Entries taken from a collection:
<<<<
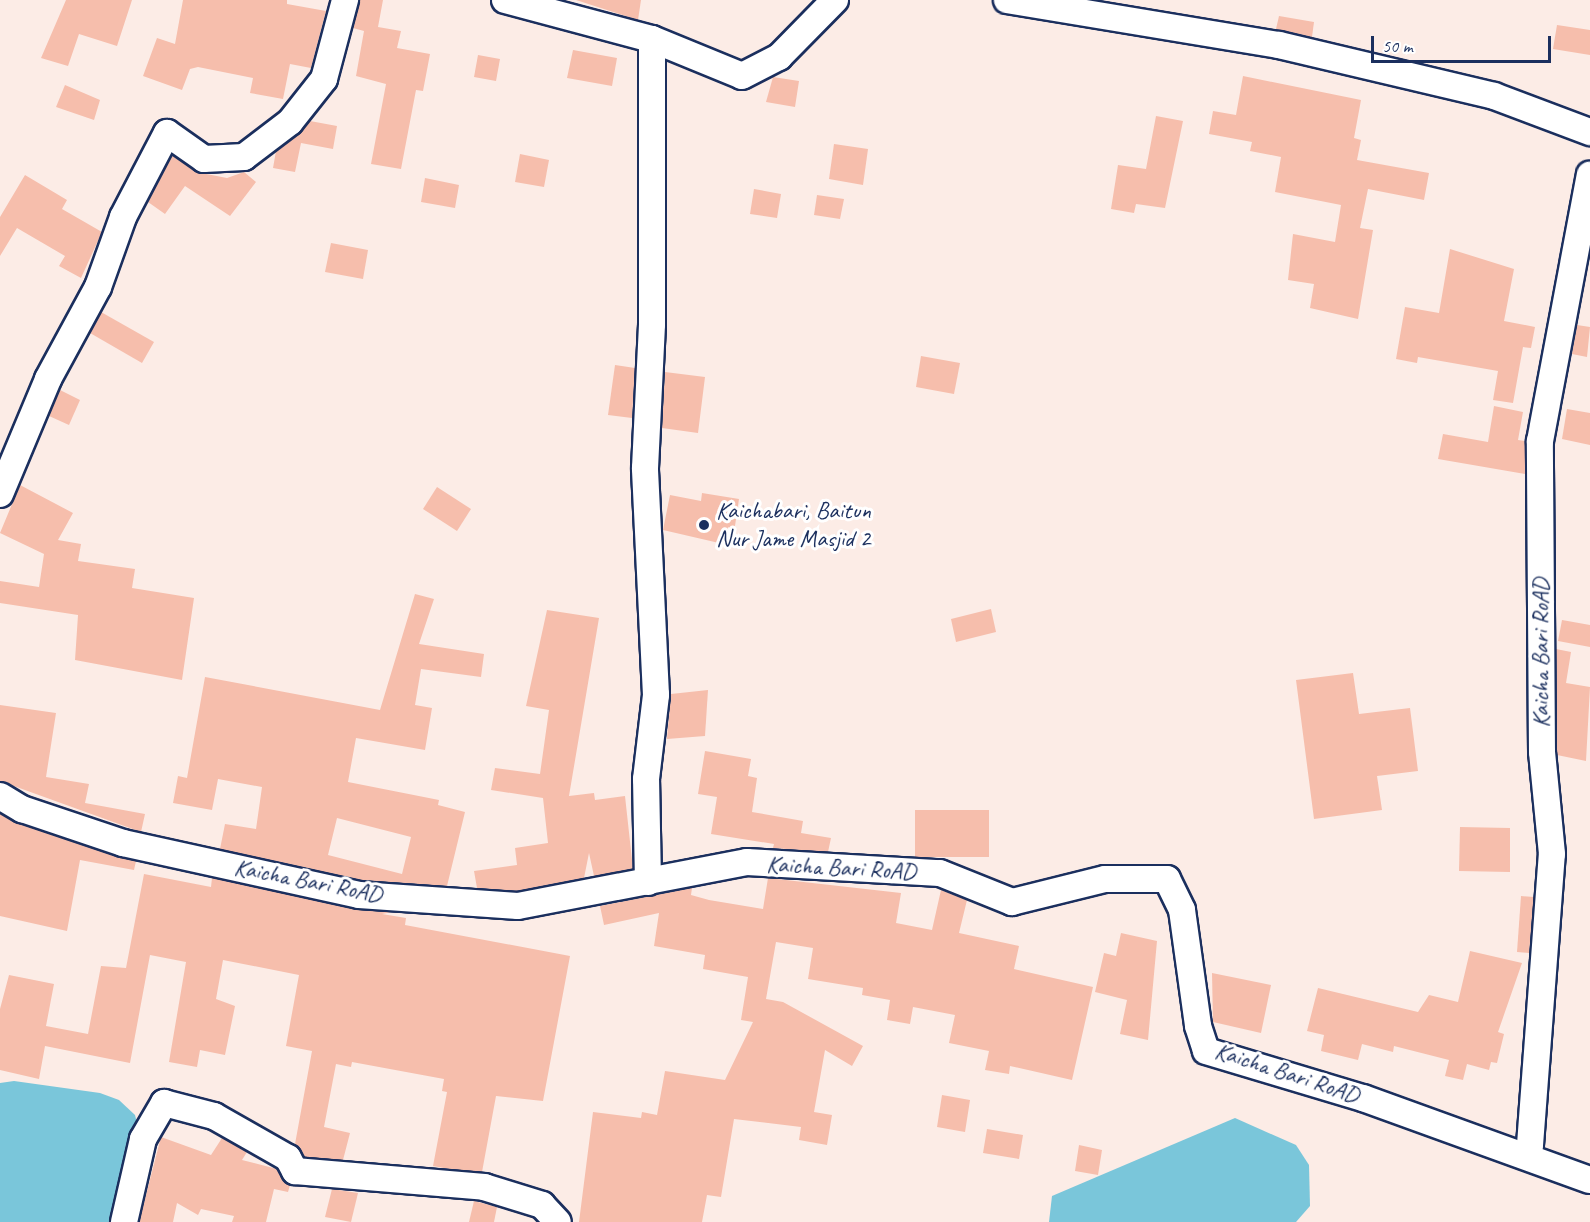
<!DOCTYPE html>
<html>
<head>
<meta charset="utf-8">
<style>
  body { margin:0 }
  #map { position:relative; width:1590px; height:1222px; overflow:hidden; background:#fcece6; font-family:Caveat,sans-serif }
  div>[style] { position:absolute }
  .water>* { inset:0; background:#7ac6da }
  .building>* { inset:0; background:#f6beac }
  .roads { filter:drop-shadow(2px 0 #1b2f5e) drop-shadow(-2px 0 #1b2f5e) drop-shadow(0 2px #1b2f5e) drop-shadow(0 -2px #1b2f5e) }
  .minor>* { height:26px; margin:-13px; padding:0 13px; transform-origin:13px; border-radius:13px; background:#fff }
  .dots>* { width:16px; height:16px; translate:-50% -50%; box-sizing:border-box; border:3px solid #fff; border-radius:50% }
  span { translate:-50% -50%; white-space:nowrap; text-align:center; line-height:1.15; -webkit-text-stroke:6px #fff; paint-order:stroke }
  .poi-label { font-size:24px; color:#1b2f5e }
  .left { translate:0 -50%; text-align:left }
  .street-label { font-size:24px; color:#1b2f5e }
  .scale { position:absolute; left:1371px; top:36px; width:180px; height:27px; box-sizing:border-box; border:3px solid #1b2f5e; border-top:0; padding-left:8px; font-size:18px; line-height:21px; white-space:nowrap; color:#1b2f5e; -webkit-text-stroke:4px #fff; paint-order:stroke }
</style>
</head>
<body>
<div id="map">
  <div class="water">
    <i style="clip-path:polygon(14px 1081px,100px 1093px,119px 1100px,135px 1115px,138px 1127px,113px 1222px,0 1222px,0 1083px)"></i>
    <i style="clip-path:polygon(1235px 1118px,1296px 1145px,1309px 1165px,1310px 1206px,1296px 1222px,1049px 1222px,1052px 1196px)"></i>
  </div>
  <div class="building">
    <i style="clip-path:polygon(66px 0,132px 0,117px 46px,79px 34px,68px 66px,41px 58px)"></i>
    <i style="clip-path:polygon(183px 0,287px 0,287px 4px,326px 11px,311px 68px,290px 64px,283px 99px,250px 93px,253px 78px,198px 67px,190px 69px,182px 90px,143px 76px,157px 38px,175px 44px)"></i>
    <i style="clip-path:polygon(360px 0,383px 0,378px 27px,401px 31px,397px 48px,430px 54px,423px 91px,416px 90px,401px 169px,371px 164px,386px 84px,356px 76px,364px 31px,353px 28px)"></i>
    <i style="clip-path:polygon(576px 0,641px 0,638px 20px)"></i>
    <i style="clip-path:polygon(1279px 16px,1314px 22px,1312px 37px,1276px 29px)"></i>
    <i style="clip-path:polygon(1557px 25px,1590px 30px,1590px 55px,1553px 49px)"></i>
    <i style="clip-path:polygon(573px 50px,617px 58px,612px 86px,567px 78px)"></i>
    <i style="clip-path:polygon(478px 55px,500px 59px,496px 81px,474px 77px)"></i>
    <i style="clip-path:polygon(1243px 76px,1361px 100px,1354px 138px,1361px 140px,1357px 160px,1429px 173px,1424px 200px,1368px 189px,1360px 228px,1373px 230px,1358px 319px,1310px 308px,1314px 284px,1288px 280px,1293px 234px,1335px 242px,1341px 205px,1275px 192px,1281px 157px,1250px 151px,1252px 142px,1209px 134px,1213px 111px,1236px 115px)"></i>
    <i style="clip-path:polygon(773px 77px,799px 81px,795px 107px,766px 102px)"></i>
    <i style="clip-path:polygon(65px 85px,100px 100px,94px 120px,56px 107px)"></i>
    <i style="clip-path:polygon(1156px 116px,1183px 121px,1165px 208px,1136px 204px,1134px 213px,1111px 209px,1118px 165px,1146px 169px)"></i>
    <i style="clip-path:polygon(310px 121px,337px 126px,333px 149px,301px 143px,295px 172px,273px 168px,276px 151px)"></i>
    <i style="clip-path:polygon(834px 144px,868px 149px,863px 185px,829px 179px)"></i>
    <i style="clip-path:polygon(520px 154px,549px 160px,544px 187px,515px 182px)"></i>
    <i style="clip-path:polygon(172px 155px,196px 172px,227px 178px,244px 172px,256px 182px,230px 216px,185px 186px,165px 214px,148px 202px)"></i>
    <i style="clip-path:polygon(25px 175px,67px 200px,62px 209px,102px 232px,81px 278px,59px 266px,65px 256px,17px 228px,0 256px,0 217px)"></i>
    <i style="clip-path:polygon(425px 178px,459px 185px,455px 208px,421px 202px)"></i>
    <i style="clip-path:polygon(754px 189px,781px 194px,777px 218px,750px 214px)"></i>
    <i style="clip-path:polygon(817px 195px,844px 199px,840px 219px,814px 215px)"></i>
    <i style="clip-path:polygon(331px 243px,368px 250px,363px 279px,325px 272px)"></i>
    <i style="clip-path:polygon(1450px 249px,1514px 269px,1504px 321px,1535px 327px,1531px 348px,1523px 347px,1513px 403px,1493px 400px,1498px 371px,1418px 357px,1417px 363px,1396px 359px,1405px 307px,1439px 313px)"></i>
    <i style="clip-path:polygon(101px 312px,154px 342px,142px 363px,90px 333px)"></i>
    <i style="clip-path:polygon(1577px 325px,1590px 327px,1587px 357px,1572px 354px)"></i>
    <i style="clip-path:polygon(921px 356px,960px 363px,954px 394px,916px 387px)"></i>
    <i style="clip-path:polygon(615px 365px,635px 368px,632px 418px,608px 415px)"></i>
    <i style="clip-path:polygon(665px 372px,705px 377px,698px 433px,662px 428px)"></i>
    <i style="clip-path:polygon(60px 390px,80px 400px,69px 425px,49px 416px)"></i>
    <i style="clip-path:polygon(1494px 406px,1523px 412px,1518px 440px,1525px 441px,1525px 474px,1438px 459px,1443px 434px,1488px 442px)"></i>
    <i style="clip-path:polygon(1567px 409px,1590px 413px,1590px 445px,1562px 439px)"></i>
    <i style="clip-path:polygon(20px 485px,73px 513px,58px 540px,81px 544px,78px 561px,135px 569px,132px 588px,194px 598px,182px 680px,75px 660px,78px 615px,0 603px,0 581px,39px 587px,44px 554px,0 533px)"></i>
    <i style="clip-path:polygon(437px 487px,471px 509px,457px 531px,423px 509px)"></i>
    <i style="clip-path:polygon(702px 493px,739px 499px,732px 546px,663px 530px,670px 495px,701px 501px)"></i>
    <i style="clip-path:polygon(evenodd,415px 594px,434px 599px,419px 644px,484px 654px,481px 677px,421px 669px,415px 705px,432px 708px,425px 750px,356px 738px,348px 782px,439px 800px,438px 805px,465px 812px,447px 886px,361px 880px,220px 849px,225px 824px,256px 829px,262px 787px,218px 779px,212px 810px,173px 803px,178px 776px,187px 778px,205px 677px,380px 710px,415px 594px,337px 818px,411px 837px,402px 874px,328px 855px,337px 818px)"></i>
    <i style="clip-path:polygon(991px 609px,996px 632px,956px 642px,951px 619px)"></i>
    <i style="clip-path:polygon(547px 610px,599px 618px,569px 796px,594px 793px,595px 800px,625px 796px,633px 869px,594px 876px,589px 853px,584px 878px,517px 891px,477px 888px,474px 871px,517px 865px,515px 848px,548px 843px,543px 798px,491px 790px,495px 768px,540px 774px,549px 710px,526px 706px)"></i>
    <i style="clip-path:polygon(1562px 620px,1590px 625px,1590px 647px,1558px 641px)"></i>
    <i style="clip-path:polygon(1556px 649px,1571px 652px,1566px 683px,1590px 687px,1586px 761px,1557px 755px)"></i>
    <i style="clip-path:polygon(1353px 673px,1359px 714px,1410px 708px,1418px 771px,1377px 776px,1382px 810px,1314px 819px,1296px 680px)"></i>
    <i style="clip-path:polygon(708px 690px,705px 736px,667px 739px,671px 694px)"></i>
    <i style="clip-path:polygon(0 705px,56px 713px,46px 777px,89px 784px,85px 803px,145px 814px,141px 832px,0 781px)"></i>
    <i style="clip-path:polygon(705px 751px,751px 759px,748px 776px,757px 778px,752px 812px,803px 821px,801px 833px,831px 838px,828px 852px,773px 848px,774px 844px,711px 834px,717px 797px,698px 794px)"></i>
    <i style="clip-path:polygon(915px 810px,989px 810px,989px 857px,915px 857px)"></i>
    <i style="clip-path:polygon(0 813px,136px 861px,134px 870px,80px 860px,67px 931px,0 916px)"></i>
    <i style="clip-path:polygon(1460px 827px,1510px 828px,1510px 872px,1459px 871px)"></i>
    <i style="clip-path:polygon(144px 874px,211px 887px,212px 878px,392px 912px,382px 914px,406px 918px,405px 925px,570px 956px,543px 1101px,496px 1096px,482px 1172px,449px 1169px,433px 1166px,447px 1092px,442px 1091px,444px 1079px,352px 1062px,351px 1067px,336px 1064px,324px 1127px,350px 1133px,343px 1160px,304px 1157px,295px 1144px,312px 1051px,286px 1046px,299px 975px,223px 960px,216px 999px,235px 1006px,225px 1055px,200px 1050px,197px 1067px,169px 1062px,186px 962px,150px 955px,130px 1063px,45px 1046px,39px 1079px,0 1070px,0 1009px,9px 975px,54px 984px,46px 1026px,88px 1034px,101px 966px,126px 968px)"></i>
    <i style="clip-path:polygon(768px 878px,901px 893px,896px 923px,932px 930px,941px 890px,967px 900px,959px 933px,1019px 946px,1014px 969px,1093px 987px,1072px 1080px,1010px 1066px,1009px 1074px,985px 1070px,989px 1051px,949px 1043px,955px 1015px,913px 1007px,910px 1024px,887px 1020px,890px 1000px,862px 995px,863px 988px,808px 979px,813px 948px,776px 942px,766px 999px,783px 1002px,863px 1046px,852px 1066px,825px 1050px,814px 1112px,832px 1115px,827px 1145px,799px 1140px,801px 1127px,734px 1119px,721px 1197px,707px 1195px,702px 1222px,579px 1222px,593px 1112px,641px 1118px,642px 1112px,657px 1115px,665px 1071px,725px 1080px,753px 1022px,741px 1020px,748px 977px,703px 969px,705px 955px,654px 946px,659px 913px,604px 925px,600px 906px,692px 888px,691px 895px,709px 900px,763px 909px)"></i>
    <i style="clip-path:polygon(1521px 896px,1534px 897px,1529px 953px,1517px 952px)"></i>
    <i style="clip-path:polygon(1121px 933px,1157px 941px,1148px 1040px,1120px 1034px,1127px 1000px,1095px 992px,1104px 953px,1116px 956px)"></i>
    <i style="clip-path:polygon(1470px 951px,1522px 963px,1498px 1032px,1504px 1034px,1497px 1063px,1491px 1062px,1489px 1070px,1467px 1064px,1463px 1080px,1445px 1076px,1449px 1060px,1394px 1046px,1393px 1052px,1362px 1044px,1358px 1060px,1321px 1051px,1324px 1035px,1307px 1031px,1318px 988px,1418px 1012px,1429px 995px,1458px 1002px)"></i>
    <i style="clip-path:polygon(1212px 973px,1271px 985px,1261px 1033px,1213px 1022px)"></i>
    <i style="clip-path:polygon(942px 1095px,970px 1100px,965px 1132px,937px 1127px)"></i>
    <i style="clip-path:polygon(987px 1129px,1023px 1135px,1019px 1159px,983px 1153px)"></i>
    <i style="clip-path:polygon(161px 1137px,211px 1155px,222px 1138px,247px 1152px,242px 1160px,277px 1169px,290px 1185px,288px 1192px,274px 1189px,266px 1222px,232px 1222px,234px 1216px,201px 1209px,198px 1215px,177px 1203px,173px 1222px,139px 1222px)"></i>
    <i style="clip-path:polygon(1079px 1145px,1102px 1150px,1098px 1175px,1075px 1171px)"></i>
    <i style="clip-path:polygon(332px 1189px,358px 1193px,351px 1222px,325px 1217px)"></i>
    <i style="clip-path:polygon(474px 1201px,497px 1207px,494px 1222px,469px 1222px)"></i>
  </div>
  <div class="roads">
    <div class="minor">
      <i style="left:505px;top:0;width:152px;rotate:14.9deg"></i>
      <i style="left:652px;top:39px;width:97px;rotate:22.3deg"></i>
      <i style="left:742px;top:76px;width:42px;rotate:-27.2deg"></i>
      <i style="left:779px;top:57px;width:80px;rotate:-45.5deg"></i>
      <i style="left:1007px;top:0;width:276px;rotate:9.4deg"></i>
      <i style="left:1279px;top:45px;width:221px;rotate:13.3deg"></i>
      <i style="left:1494px;top:96px;width:103px;rotate:20.6deg"></i>
      <i style="left:0;top:494px;width:125px;rotate:-67.3deg"></i>
      <i style="left:48px;top:379px;width:105px;rotate:-61.5deg"></i>
      <i style="left:98px;top:287px;width:74px;rotate:-70.3deg"></i>
      <i style="left:123px;top:217px;width:95px;rotate:-62.4deg"></i>
      <i style="left:167px;top:133px;width:45px;rotate:35.1deg"></i>
      <i style="left:204px;top:159px;width:40px;rotate:-2.9deg"></i>
      <i style="left:244px;top:157px;width:58px;rotate:-37.3deg"></i>
      <i style="left:290px;top:122px;width:55px;rotate:-51.7deg"></i>
      <i style="left:324px;top:79px;width:82px;rotate:-75.1deg"></i>
      <i style="left:0;top:796px;width:26px;rotate:31deg"></i>
      <i style="left:22px;top:809px;width:107px;rotate:18.6deg"></i>
      <i style="left:123px;top:843px;width:242px;rotate:12.4deg"></i>
      <i style="left:359px;top:895px;width:159px;rotate:4deg"></i>
      <i style="left:518px;top:906px;width:233px;rotate:-10.9deg"></i>
      <i style="left:747px;top:862px;width:193px;rotate:3.3deg"></i>
      <i style="left:940px;top:873px;width:78px;rotate:21.9deg"></i>
      <i style="left:1012px;top:902px;width:96px;rotate:-13.9deg"></i>
      <i style="left:1105px;top:879px;width:62px"></i>
      <i style="left:1167px;top:879px;width:34px;rotate:64deg"></i>
      <i style="left:1182px;top:910px;width:117px;rotate:82.1deg"></i>
      <i style="left:1198px;top:1026px;width:26px;rotate:72deg"></i>
      <i style="left:1206px;top:1051px;width:164px;rotate:16.7deg"></i>
      <i style="left:1363px;top:1098px;width:241px;rotate:19.9deg"></i>
      <i style="left:648px;top:882px;width:103px;rotate:-91.1deg"></i>
      <i style="left:646px;top:779px;width:85px;rotate:-83.2deg"></i>
      <i style="left:656px;top:695px;width:227px;rotate:-92.8deg"></i>
      <i style="left:645px;top:468px;width:144px;rotate:-87.2deg"></i>
      <i style="left:652px;top:324px;width:285px;rotate:-90deg"></i>
      <i style="left:1525px;top:1154px;width:10px;rotate:-61deg"></i>
      <i style="left:1530px;top:1145px;width:292px;rotate:-85.7deg"></i>
      <i style="left:1552px;top:854px;width:102px;rotate:-95.6deg"></i>
      <i style="left:1542px;top:752px;width:311px;rotate:-90.4deg"></i>
      <i style="left:1540px;top:441px;width:271px;rotate:-79.4deg"></i>
      <i style="left:124px;top:1222px;width:85px;rotate:-77.1deg"></i>
      <i style="left:143px;top:1139px;width:42px;rotate:-59.7deg"></i>
      <i style="left:164px;top:1103px;width:52px;rotate:14.6deg"></i>
      <i style="left:214px;top:1116px;width:85px;rotate:29.6deg"></i>
      <i style="left:288px;top:1158px;width:15px;rotate:62deg"></i>
      <i style="left:295px;top:1171px;width:190px;rotate:4.8deg"></i>
      <i style="left:484px;top:1187px;width:61px;rotate:17.2deg"></i>
      <i style="left:542px;top:1205px;width:23px;rotate:47deg"></i>
    </div>
  </div>
  <div class="dots">
    <i style="left:704px;top:525px;background:#1b2f5e"></i>
  </div>
  <div class="poi-label">
    <span class="left" style="left:716px;top:525px">Kaichabari, Baitun<br>Nur Jame Masjid 2</span>
  </div>
  <div class="street-label">
    <span style="left:1541px;top:653px;rotate:-90deg">Kaicha Bari RoAD</span>
    <span style="left:841px;top:868px;rotate:3deg">Kaicha Bari RoAD</span>
    <span style="left:308px;top:881px;rotate:11deg">Kaicha Bari RoAD</span>
    <span style="left:1287px;top:1073px;rotate:18deg">Kaicha Bari RoAD</span>
  </div>
  <div class="scale">50 m</div>
</div>
</body>
</html>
>>>>
◆ PROBLEM:
Set aside each line above that includes the string "radius" and report it.

◆ RESULT:
  .minor>* { height:26px; margin:-13px; padding:0 13px; transform-origin:13px; border-radius:13px; background:#fff }
  .dots>* { width:16px; height:16px; translate:-50% -50%; box-sizing:border-box; border:3px solid #fff; border-radius:50% }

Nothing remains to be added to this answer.